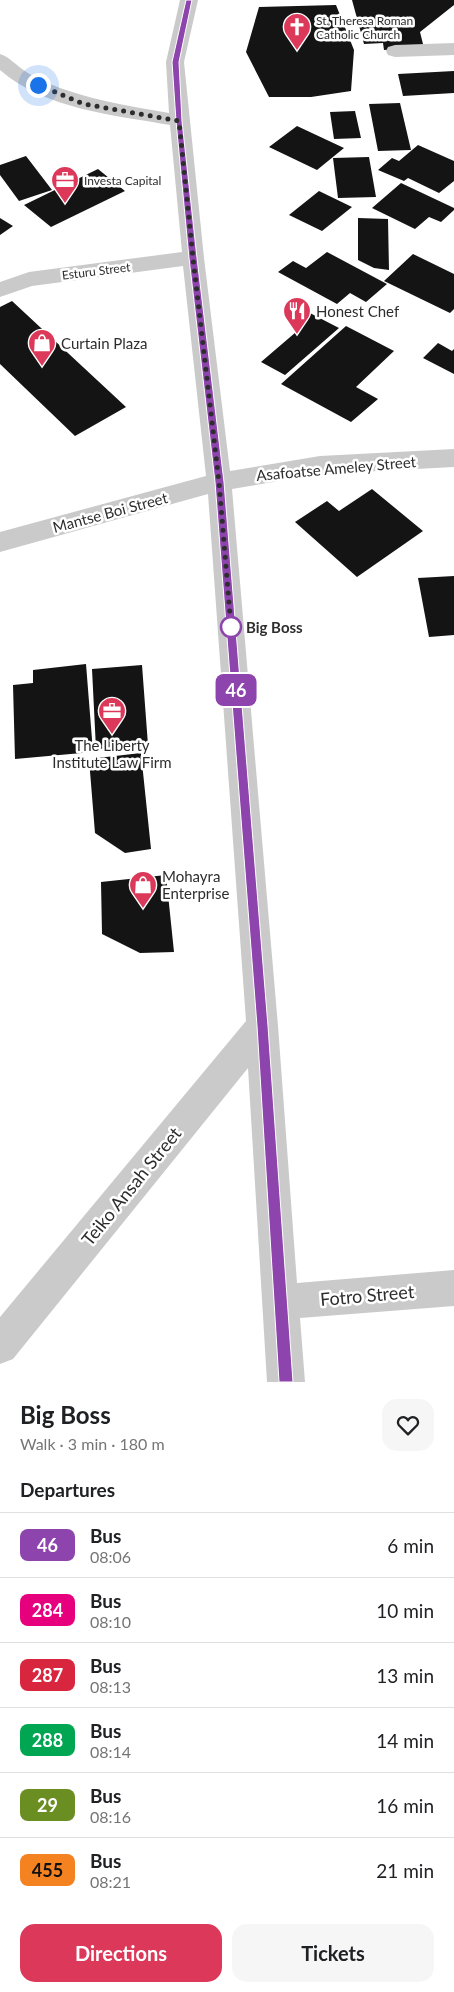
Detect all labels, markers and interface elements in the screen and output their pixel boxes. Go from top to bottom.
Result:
church icon: St. Theresa Roman Catholic Church [282,12,312,51]
place label: St. Theresa Roman Catholic Church [316,13,413,42]
your location [26,73,51,98]
office icon: Investa Capital [50,165,80,204]
place label: Investa Capital [84,173,161,188]
street label: Esturu Street [61,259,132,283]
restaurant icon: Honest Chef [282,296,312,335]
place label: Honest Chef [316,302,400,320]
shop icon: Curtain Plaza [27,328,57,367]
place label: Curtain Plaza [61,334,148,352]
street label: Asafoatse Ameley Street [255,452,417,484]
street label: Mantse Boi Street [51,488,170,536]
marker: Big Boss [220,616,242,638]
place label: Big Boss [246,618,303,636]
line badge: 46 [214,674,258,706]
text: 46 [226,679,246,701]
office icon: The Liberty Institute Law Firm [97,696,127,735]
place label: The Liberty Institute Law Firm [52,736,172,771]
place label: Mohayra Enterprise [162,867,229,902]
shop icon: Mohayra Enterprise [128,870,158,909]
street label: Teiko Ansah Street [76,1122,186,1250]
street label: Fotro Street [319,1280,415,1310]
button: heart [382,1399,434,1451]
text: Big Boss [20,1400,111,1429]
text: Walk · 3 min · 180 m [20,1434,165,1453]
text: Departures [20,1478,115,1501]
text: Bus [90,1524,121,1547]
text: 46 [37,1534,58,1556]
text: 6 min [387,1534,434,1557]
text: 08:06 [90,1547,131,1566]
text: Bus [90,1589,121,1612]
text: 284 [32,1599,63,1621]
text: 10 min [376,1599,434,1622]
text: 08:10 [90,1612,131,1631]
text: Bus [90,1654,121,1677]
text: 287 [32,1664,63,1686]
text: 13 min [376,1664,434,1687]
text: 08:13 [90,1677,131,1696]
text: Bus [90,1719,121,1742]
text: 288 [32,1729,63,1751]
text: 14 min [376,1729,434,1752]
text: 08:14 [90,1742,131,1761]
text: Bus [90,1784,121,1807]
text: 29 [37,1794,58,1816]
text: 16 min [376,1794,434,1817]
text: 08:16 [90,1807,131,1826]
text: Bus [90,1849,121,1872]
text: 455 [32,1859,63,1881]
text: 21 min [376,1859,434,1882]
text: 08:21 [90,1872,131,1891]
button: Directions [20,1924,222,1982]
button: Tickets [232,1924,434,1982]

━━━━━━━━━━━━━━━━━━━━━━━━━━━━━━

Only a number is expected here: how many lines of the records above contain "Enterprise".

2